How many milliliters of a stock solution of 6.00 M HNO3 would you have to use to prepare 0.190 L of 0.490 M HNO3?
I used the equation M1V1=M2V2
6M*V1 = 0.190L*0.490 M
lead me to this V1=0.190L*0.490M/6.00 M
=0.0931 L per M/6.00M
=0.0155166L
0.0155166L/1000mL= 0.155166L
0.0155L * 1000mL/L = 15.5mL
Well, it looks like you did all the calculations correctly. So, you would need approximately 0.155 mL (or 0.155166 L) of the 6.00 M stock solution to prepare 0.190 L of 0.490 M HNO3. That's just a "drop" in the bucket!

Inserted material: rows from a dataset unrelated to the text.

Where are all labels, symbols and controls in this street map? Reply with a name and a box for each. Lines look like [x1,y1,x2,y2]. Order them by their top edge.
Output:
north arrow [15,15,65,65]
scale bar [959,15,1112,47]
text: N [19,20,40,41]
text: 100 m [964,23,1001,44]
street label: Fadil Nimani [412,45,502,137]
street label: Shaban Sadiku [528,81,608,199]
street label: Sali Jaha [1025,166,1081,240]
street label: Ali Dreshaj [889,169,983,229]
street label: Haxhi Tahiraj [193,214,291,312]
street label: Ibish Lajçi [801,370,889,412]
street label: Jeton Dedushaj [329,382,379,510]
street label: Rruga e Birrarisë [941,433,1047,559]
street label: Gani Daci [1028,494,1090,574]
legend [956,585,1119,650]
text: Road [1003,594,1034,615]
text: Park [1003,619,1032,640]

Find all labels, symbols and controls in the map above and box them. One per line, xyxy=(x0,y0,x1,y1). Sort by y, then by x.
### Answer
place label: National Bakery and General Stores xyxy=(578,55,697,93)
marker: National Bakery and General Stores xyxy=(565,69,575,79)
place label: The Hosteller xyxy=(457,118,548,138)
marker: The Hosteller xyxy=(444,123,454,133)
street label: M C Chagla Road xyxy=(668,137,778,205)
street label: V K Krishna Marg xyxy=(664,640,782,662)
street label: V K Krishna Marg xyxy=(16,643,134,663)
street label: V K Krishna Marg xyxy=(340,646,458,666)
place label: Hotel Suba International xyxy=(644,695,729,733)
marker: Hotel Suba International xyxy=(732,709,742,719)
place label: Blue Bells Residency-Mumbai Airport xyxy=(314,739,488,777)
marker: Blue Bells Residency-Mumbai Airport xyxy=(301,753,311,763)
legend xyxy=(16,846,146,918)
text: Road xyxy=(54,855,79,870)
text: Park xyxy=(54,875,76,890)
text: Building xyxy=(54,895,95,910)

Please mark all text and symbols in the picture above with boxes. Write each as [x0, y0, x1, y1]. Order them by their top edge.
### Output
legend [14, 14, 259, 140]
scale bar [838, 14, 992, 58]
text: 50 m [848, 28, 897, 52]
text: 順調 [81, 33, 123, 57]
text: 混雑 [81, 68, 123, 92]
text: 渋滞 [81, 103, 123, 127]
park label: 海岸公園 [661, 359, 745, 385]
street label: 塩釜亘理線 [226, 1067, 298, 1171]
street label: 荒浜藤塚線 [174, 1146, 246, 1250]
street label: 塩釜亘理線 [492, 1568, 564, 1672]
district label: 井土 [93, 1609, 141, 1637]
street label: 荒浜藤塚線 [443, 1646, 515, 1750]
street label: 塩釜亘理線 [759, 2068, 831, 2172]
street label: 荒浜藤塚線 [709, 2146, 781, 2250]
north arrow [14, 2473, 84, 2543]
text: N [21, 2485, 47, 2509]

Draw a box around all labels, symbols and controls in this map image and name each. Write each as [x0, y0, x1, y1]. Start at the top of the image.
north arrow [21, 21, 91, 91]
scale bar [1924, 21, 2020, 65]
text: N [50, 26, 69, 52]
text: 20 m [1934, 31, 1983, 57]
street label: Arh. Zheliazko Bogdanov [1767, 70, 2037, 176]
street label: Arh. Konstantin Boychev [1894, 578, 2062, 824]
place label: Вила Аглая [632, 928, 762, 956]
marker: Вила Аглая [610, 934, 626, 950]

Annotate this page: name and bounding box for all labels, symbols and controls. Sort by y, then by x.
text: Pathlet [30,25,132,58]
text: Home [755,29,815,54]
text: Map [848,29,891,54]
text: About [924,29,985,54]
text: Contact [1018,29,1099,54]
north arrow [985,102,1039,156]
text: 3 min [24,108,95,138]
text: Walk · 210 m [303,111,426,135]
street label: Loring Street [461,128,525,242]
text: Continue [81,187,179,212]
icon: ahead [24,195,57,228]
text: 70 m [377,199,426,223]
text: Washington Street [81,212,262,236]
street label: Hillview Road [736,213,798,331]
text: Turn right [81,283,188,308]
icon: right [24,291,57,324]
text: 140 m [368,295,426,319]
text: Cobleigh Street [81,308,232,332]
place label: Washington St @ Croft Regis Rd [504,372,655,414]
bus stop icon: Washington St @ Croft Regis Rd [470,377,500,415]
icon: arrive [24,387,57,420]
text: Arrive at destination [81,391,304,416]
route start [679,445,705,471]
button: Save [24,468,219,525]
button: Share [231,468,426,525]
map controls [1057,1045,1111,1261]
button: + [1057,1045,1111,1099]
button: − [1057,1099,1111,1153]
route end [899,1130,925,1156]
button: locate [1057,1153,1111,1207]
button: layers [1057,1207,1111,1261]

To prepare 0.190 L of a 0.490 M HNO3 solution using a stock solution of 6.00 M HNO3, you would need to use 0.155166 L (or 155.166 mL) of the stock solution.
To calculate the number of milliliters (mL) of a stock solution of 6.00 M HNO3 needed to prepare 0.190 L of 0.490 M HNO3, you correctly used the equation M1V1 = M2V2, where M1 is the initial concentration, V1 is the initial volume, M2 is the final concentration, and V2 is the final volume.
Plugging in the given values, the equation becomes:
6.00 M * V1 = 0.190 L * 0.490 M
First, you simplified the equation to:
V1 = (0.190 L * 0.490 M) / 6.00 M
Then, you simplified further to:
V1 = 0.0155166 L/M / 6.00 M
Finally, you converted liters (L) to milliliters (mL) by dividing by 1000:
V1 = 0.0155166 L/M / 6.00 M = 0.0155166 L/M * 1000 mL/L = 0.0155166 * 1000 mL = 15.5166 mL
Therefore, you would need approximately 15.5166 mL of the 6.00 M HNO3 stock solution to prepare 0.190 L of 0.490 M HNO3.